Student representatives and councillors met in Glenrothes on 30 August to discuss HMO (houses in multiple occupation) policy in St Andrews, as the Community and Housing Services (CHS) Committee discussed options for a Fife-wide licensing policy for the HMOs.
Paloma Paige, President of the Students’ Association, presented her views to the committee on behalf of students and was allowed to speak and take questions.
Ms Paige argued that, when the St Andrews Community Council voted to support the HMO moratorium in April, no student representatives were in favour of the position.
Additionally, she presented that when the North East Fife Area (NEFA) Committee voted on whether thresholds be introduced at the current levels across St Andrews, only one Fife Councillor voted in favour.

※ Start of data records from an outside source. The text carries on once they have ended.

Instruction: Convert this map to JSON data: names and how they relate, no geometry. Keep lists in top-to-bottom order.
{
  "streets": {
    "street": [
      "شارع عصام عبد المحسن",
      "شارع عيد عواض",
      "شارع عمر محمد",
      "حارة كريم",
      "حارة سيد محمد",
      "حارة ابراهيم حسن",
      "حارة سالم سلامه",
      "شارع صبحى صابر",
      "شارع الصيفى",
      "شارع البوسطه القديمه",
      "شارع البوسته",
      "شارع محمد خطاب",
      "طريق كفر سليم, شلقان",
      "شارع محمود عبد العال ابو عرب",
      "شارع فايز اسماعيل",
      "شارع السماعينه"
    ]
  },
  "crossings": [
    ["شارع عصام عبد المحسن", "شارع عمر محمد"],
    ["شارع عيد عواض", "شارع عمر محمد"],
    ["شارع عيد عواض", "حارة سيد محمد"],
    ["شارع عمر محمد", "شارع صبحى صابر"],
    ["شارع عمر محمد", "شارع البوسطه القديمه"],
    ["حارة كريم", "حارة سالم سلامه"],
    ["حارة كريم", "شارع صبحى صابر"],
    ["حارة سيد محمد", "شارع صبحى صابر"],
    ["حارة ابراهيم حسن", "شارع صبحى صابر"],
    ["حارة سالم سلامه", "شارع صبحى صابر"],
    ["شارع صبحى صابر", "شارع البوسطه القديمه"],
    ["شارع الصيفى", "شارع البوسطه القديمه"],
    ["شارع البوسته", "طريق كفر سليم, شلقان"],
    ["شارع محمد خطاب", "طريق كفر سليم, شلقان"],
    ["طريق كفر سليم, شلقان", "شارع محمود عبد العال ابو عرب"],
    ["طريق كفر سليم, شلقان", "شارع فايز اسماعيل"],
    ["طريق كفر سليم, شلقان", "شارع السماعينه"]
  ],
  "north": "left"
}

Thus, she told The Saint that when the CHS Committee deferred to the NEFA Committee’s recommendation, which represented a lack of St Andrews support, “this Committee was in effect ignoring not only the voice of students living in St Andrews (they make up over half the town’s population), but also ignoring the lack of consensus among the St Andrews councillors who arguably understand the St Andrews housing crisis the best.”
The Glenrothes meeting saw a final consensus to impose a threshold policy, but to postpone a decision on finer details until the next meeting on 14 February 2019 so more evidence could be reviewed.

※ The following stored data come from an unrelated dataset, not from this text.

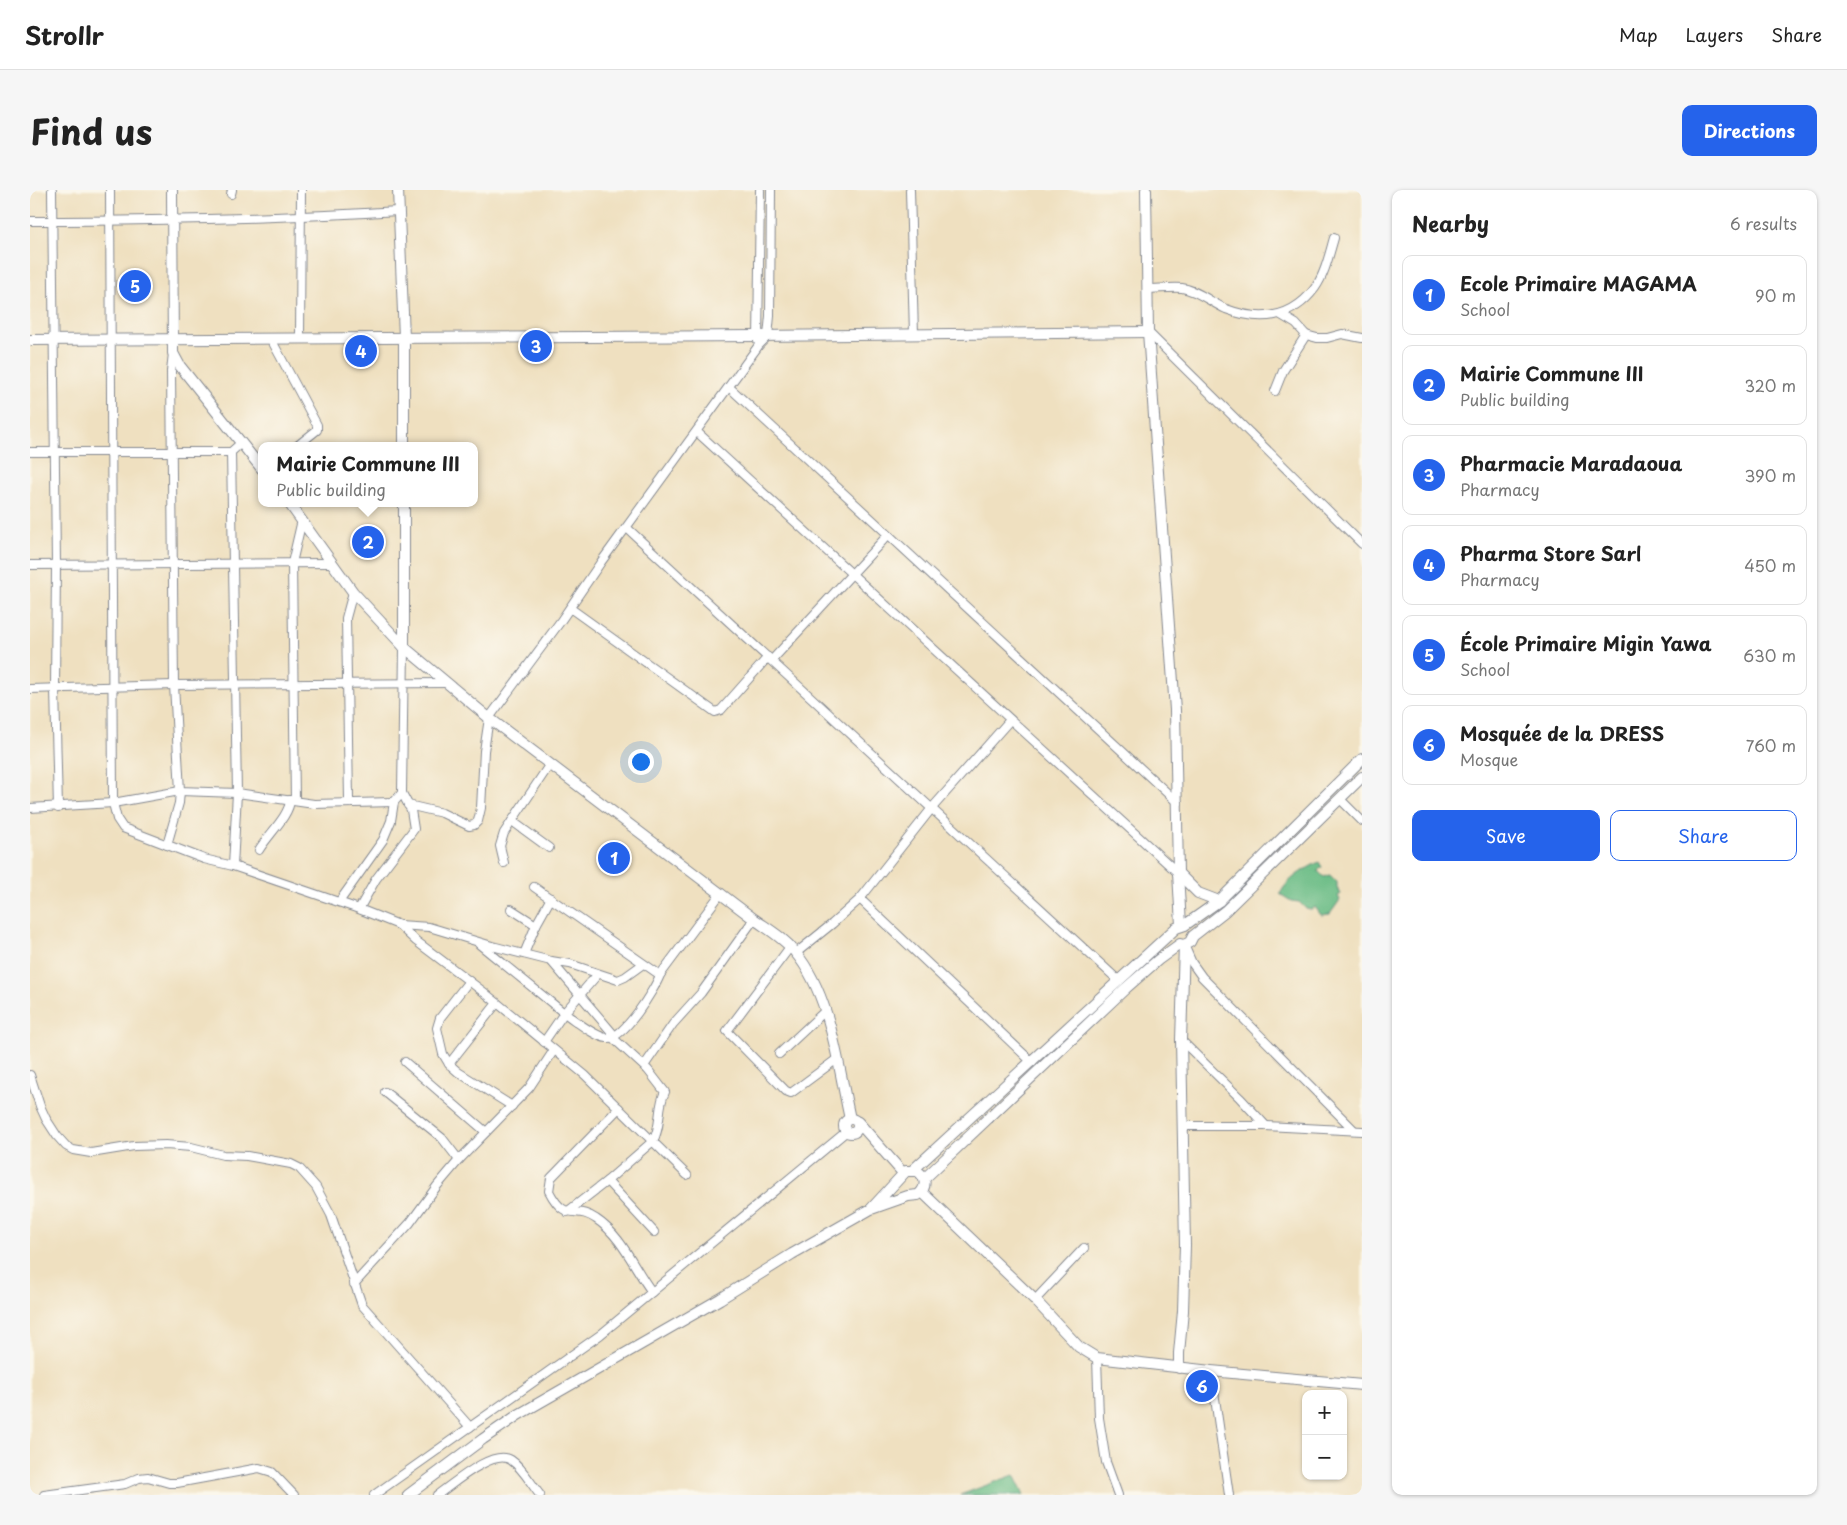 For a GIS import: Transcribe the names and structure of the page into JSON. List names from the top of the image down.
{
  "page": {
    "header": "Strollr",
    "nav": ["Map", "Layers", "Share"],
    "title": "Find us",
    "buttons": [
      "Directions",
      ["Save", "Share"]
    ],
    "heading": ["Nearby", "6 results"],
    "list": [
      {
        "mark": "1",
        "name": "Ecole Primaire MAGAMA",
        "note": "School",
        "value": "90 m"
      },
      {
        "mark": "2",
        "name": "Mairie Commune III",
        "note": "Public building",
        "value": "320 m"
      },
      {
        "mark": "3",
        "name": "Pharmacie Maradaoua",
        "note": "Pharmacy",
        "value": "390 m"
      },
      {
        "mark": "4",
        "name": "Pharma Store Sarl",
        "note": "Pharmacy",
        "value": "450 m"
      },
      {
        "mark": "5",
        "name": "École Primaire Migin Yawa",
        "note": "School",
        "value": "630 m"
      },
      {
        "mark": "6",
        "name": "Mosquée de la DRESS",
        "note": "Mosque",
        "value": "760 m"
      }
    ],
    "pins": [
      "5",
      "3",
      "4",
      "2",
      "1",
      "6"
    ],
    "popup": ["Mairie Commune III", "Public building"],
    "map_buttons": ["+", "−"]
  }
}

Councillor Jane Ann Liston, a St Andrews Liberal Democrat, expressed her fears for the St Andrews housing crisis after the meeting. She argued that the proposed restrictions on new HMOs will limit the amount of homes entering the housing market, while simultaneously worsensing town-and-gown relations.
Cllr Liston said, “A cruel trick is being played upon those with low and middle incomes desperately seeking accommodation in St Andrews by suggesting that this will free up affordable properties for them.”
She continued, “Despite the proposal to allow for, at most, a 3 per cent increase in HMOs, simple arithmetic shows that if houses that could be occupied by 3 or 4 students only contain 2, then more houses, not fewer, will be occupied by students and as such unavailable to the mainstream housing market.”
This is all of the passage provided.